We sat in silence for a moment or two.

‘What about the rest of your family?’ Xan asked, so I told him a bit about Cassie and Mark. ‘And your private life? Boyfriends?’

I shrugged. ‘I haven’t been out with anyone for quite a while.’

‘But you’re very attractive – in a glacial sort of way – so you must get offers.’

‘Thank you. Sometimes I do. But not from anyone I’ve been that interested in.’ I fiddled with my napkin. ‘And what about you?’

‘I was seeing someone, but we broke up in May.’

‘What was she like?’

‘Rather lovely,’ he said regretfully. I felt a dart of jealousy. ‘Cara was very intelligent. Very attractive. Very successful …’

‘She sounds heavenly,’ I said joylessly. ‘So what went wrong?’

‘She just expected too much from the relationship too soon. We’d only been together three months, but she was already pushing to move in with me – but it just didn’t feel right.’ He shook his head. ‘She was constantly demanding to know where things were going. In the end I couldn’t stand it.’
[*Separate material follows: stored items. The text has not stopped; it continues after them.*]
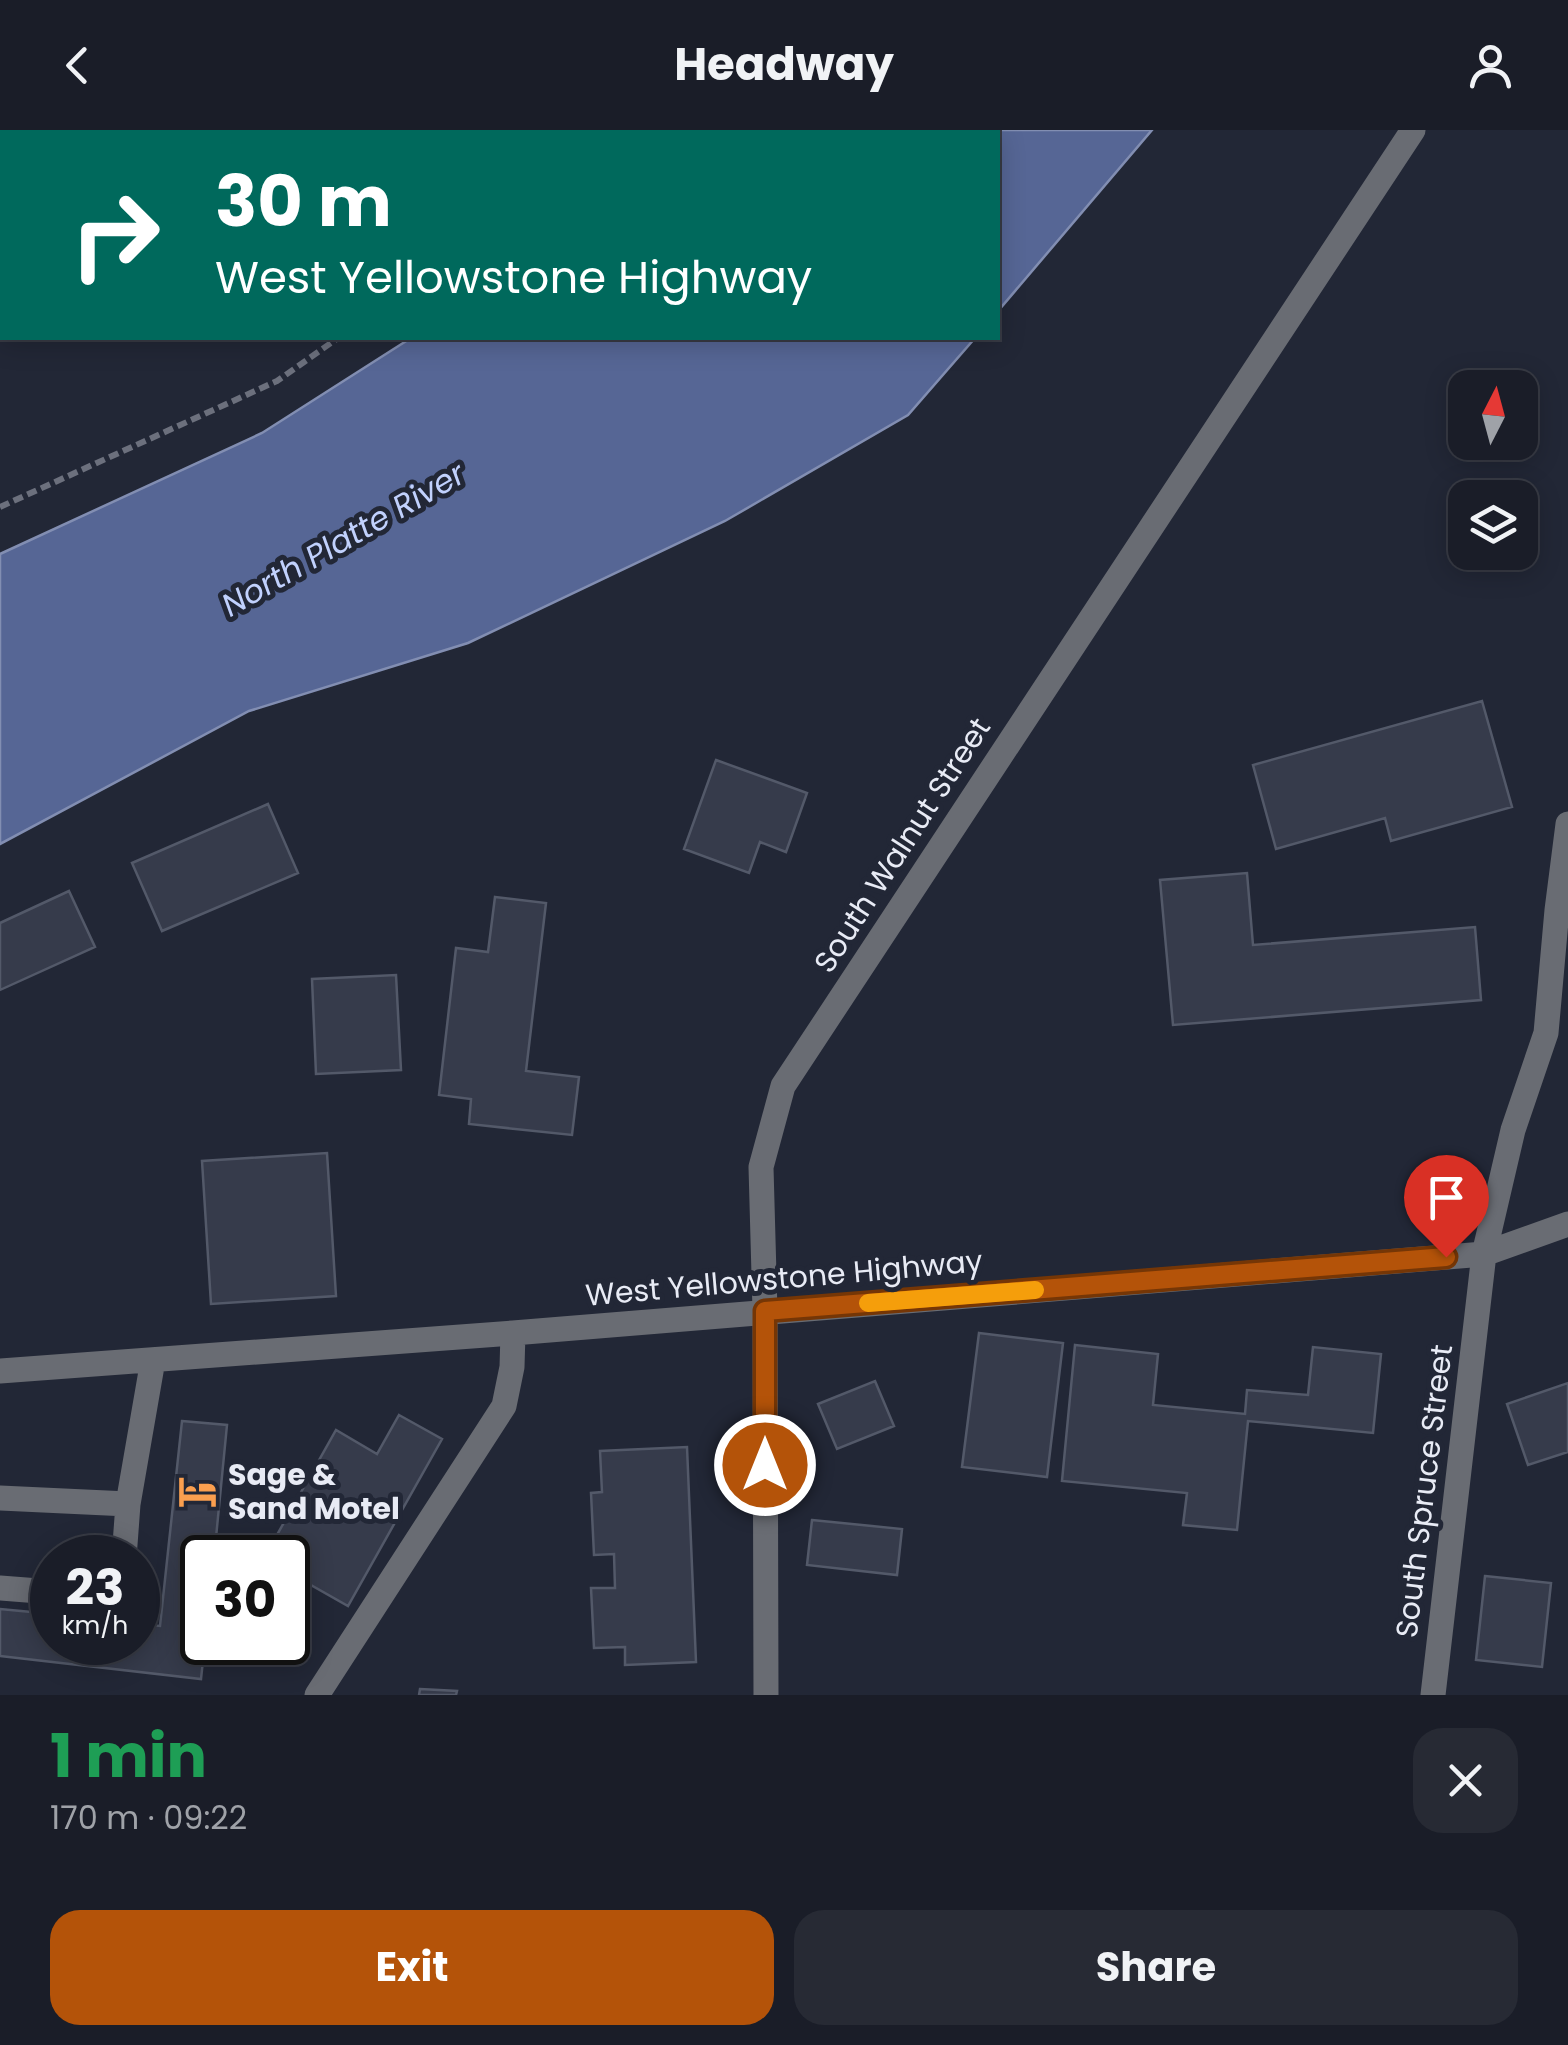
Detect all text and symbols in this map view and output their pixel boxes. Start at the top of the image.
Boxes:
text: Headway [674,33,894,96]
icon: back [50,38,105,93]
icon: person [1463,38,1518,93]
text: 30 m [215,152,392,251]
icon: right [50,170,180,300]
text: West Yellowstone Highway [215,246,812,309]
north arrow [1448,370,1538,460]
map controls [1448,370,1538,570]
water label: North Platte River [213,450,474,627]
button: layers [1448,480,1538,570]
street label: South Walnut Street [803,709,1001,981]
pin [1404,1155,1489,1258]
icon: arrive [1419,1170,1474,1225]
street label: West Yellowstone Highway [584,1239,984,1317]
street label: South Spruce Street [1385,1342,1463,1640]
position arrow [713,1413,817,1517]
place label: Sage & Sand Motel [228,1453,400,1530]
hotel icon: Sage & Sand Motel [177,1470,219,1512]
speed limit sign: 30 [180,1535,310,1665]
text: 23 [66,1552,124,1623]
text: km/h [62,1608,128,1643]
text: 1 min [50,1714,207,1798]
button: close [1413,1728,1518,1833]
text: 170 m · 09:22 [50,1795,247,1840]
button: Exit [50,1910,774,2025]
button: Share [794,1910,1518,2025]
‘Well,’ I said, ‘I’m not like that. I’ll admit that I was, before my mother died, but that’s changed everything and my biological clock is now firmly on “snooze”. My course is going to take nine months, then I’ve got to get my business up and running, so my priorities now are professional ones.’ I glanced at my watch. ‘In fact, I’d better go – I have to be at the Physic Garden by nine tomorrow morning. Thanks for dinner.’

Xan got to his feet. ‘Can I walk you home?’

I smiled. ‘Sure.’

‘I’d love to see you again, Anna,’ Xan said as we stood by my gate. The wisteria which smothered the house was in second flower and the scent was lovely. He stroked my cheek. ‘Would that be OK?’

I felt a sudden burst of delight – like the explosion of a seed pod. ‘It would be … fine.’

‘But … no …’

‘Strings?’ I suggested wryly.

He shook his head. ‘Pressure. Just no … pressure. OK?’ He kissed me, set off down the narrow street, then turned and waved.